Thames, New Zealand
It was a fair question. I hadn’t spoken yet, and New Zealand, as I may have pointed out already, is filled with Germans. But no, I have not become one – “no!” I said. My new dorm has three Malaysians, who asked the question, a compulsory German, Yvonne, who was chatty in Paihia, and someone else who has yet to appear.
Just a short hop today, an afternoon two hours on the bus to Thames. Gold was found here (1867-production peaked in 71, so it was a short rush), and though a lot of the buildings have been taken down, it still has the feel of a frontier town. I vaguely expected someone to come out of a saloon a-whoopin’ and a-hollerin’. It’s a place of only 5,500 inhabitants, but with more shops than that might suggest, so it must be providing services to the surrounding area. Thames is also the gateway to walkers going up to the Pinnacles and cyclists completing the two day Hauraki rail trail.

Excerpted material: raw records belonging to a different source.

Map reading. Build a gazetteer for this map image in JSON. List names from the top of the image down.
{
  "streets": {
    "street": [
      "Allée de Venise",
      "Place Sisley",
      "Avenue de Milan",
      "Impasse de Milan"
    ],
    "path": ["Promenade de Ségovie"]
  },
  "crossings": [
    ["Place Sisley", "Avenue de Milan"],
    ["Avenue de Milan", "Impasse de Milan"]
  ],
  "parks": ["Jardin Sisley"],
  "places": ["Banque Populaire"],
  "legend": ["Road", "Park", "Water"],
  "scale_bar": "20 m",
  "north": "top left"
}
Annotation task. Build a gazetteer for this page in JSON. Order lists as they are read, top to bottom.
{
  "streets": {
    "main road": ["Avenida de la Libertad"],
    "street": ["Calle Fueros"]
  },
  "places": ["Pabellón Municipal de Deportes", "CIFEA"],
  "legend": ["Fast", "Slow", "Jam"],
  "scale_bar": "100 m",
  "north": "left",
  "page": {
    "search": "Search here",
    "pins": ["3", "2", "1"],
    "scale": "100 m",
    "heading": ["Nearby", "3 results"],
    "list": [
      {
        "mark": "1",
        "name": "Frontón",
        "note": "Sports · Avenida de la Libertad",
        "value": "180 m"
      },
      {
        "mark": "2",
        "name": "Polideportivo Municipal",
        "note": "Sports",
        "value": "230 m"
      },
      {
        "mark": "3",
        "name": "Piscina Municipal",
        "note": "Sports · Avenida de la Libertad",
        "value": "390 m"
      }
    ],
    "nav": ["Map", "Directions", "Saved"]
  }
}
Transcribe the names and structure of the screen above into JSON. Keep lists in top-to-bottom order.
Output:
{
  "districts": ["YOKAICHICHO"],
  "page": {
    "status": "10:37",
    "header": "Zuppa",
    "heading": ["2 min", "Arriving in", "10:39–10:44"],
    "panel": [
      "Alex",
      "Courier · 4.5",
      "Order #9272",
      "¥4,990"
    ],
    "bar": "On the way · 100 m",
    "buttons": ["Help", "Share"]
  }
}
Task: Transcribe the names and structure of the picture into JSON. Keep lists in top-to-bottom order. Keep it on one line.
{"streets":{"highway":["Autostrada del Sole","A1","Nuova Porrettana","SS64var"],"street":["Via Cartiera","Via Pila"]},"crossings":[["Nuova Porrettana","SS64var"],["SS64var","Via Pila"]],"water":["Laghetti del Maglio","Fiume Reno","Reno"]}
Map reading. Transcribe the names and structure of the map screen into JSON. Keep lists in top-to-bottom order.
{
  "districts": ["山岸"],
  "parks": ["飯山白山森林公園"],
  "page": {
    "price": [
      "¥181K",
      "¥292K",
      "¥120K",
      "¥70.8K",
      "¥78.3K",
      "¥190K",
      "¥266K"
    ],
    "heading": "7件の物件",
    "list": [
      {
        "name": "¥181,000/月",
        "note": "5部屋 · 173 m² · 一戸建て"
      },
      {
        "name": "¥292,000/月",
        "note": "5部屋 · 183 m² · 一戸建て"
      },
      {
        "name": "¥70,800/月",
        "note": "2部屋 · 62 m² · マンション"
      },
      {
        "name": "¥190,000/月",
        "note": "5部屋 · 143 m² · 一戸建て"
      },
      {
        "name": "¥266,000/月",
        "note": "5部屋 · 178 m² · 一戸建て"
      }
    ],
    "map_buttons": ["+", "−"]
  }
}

The wooden buildings, where they remain, are charming, though there’s not much going on. Apparently this is a centre of alternative living, and it’s certainly one in which to make your own entertainment. “Anything to do round here?” asked the two Brits who checked in at the same time as me, so I mentioned we had one hour to get to either museum or the gold-digging experience and they seemed underwhelmed. Cousins, I had them pegged as having travelled together for a while. It rained in the evening, for instance, and as they were leaving;
“Oh man, chucking it down. How we getting to town, I’m not walking in this.”
“No, I’ll drive. I already said I’ll drive.”
They’re probably quite comical from an outside perspective.
And a whirling maelstrom of stress on the inside.
The bus pulled in right outside my hostel, so I was checked in within minutes. The cousins and I managed not to exchange surprised looks as the girl who came out at their press of a bell took her place behind the counter. She might be 12, I suppose, but I’d go for younger.
I used my hour on the town museum, figuring that might give more of an overview than the goldmine experience. Plus it was closer. The old lady volunteer there was curious – probably as to why the hell I was in there, only the second paying guest to sign the book that day – but given that she was surprised that I was travelling on my own, she probably can’t discern ages either and assumed I was a teenager. Good for me, anyway.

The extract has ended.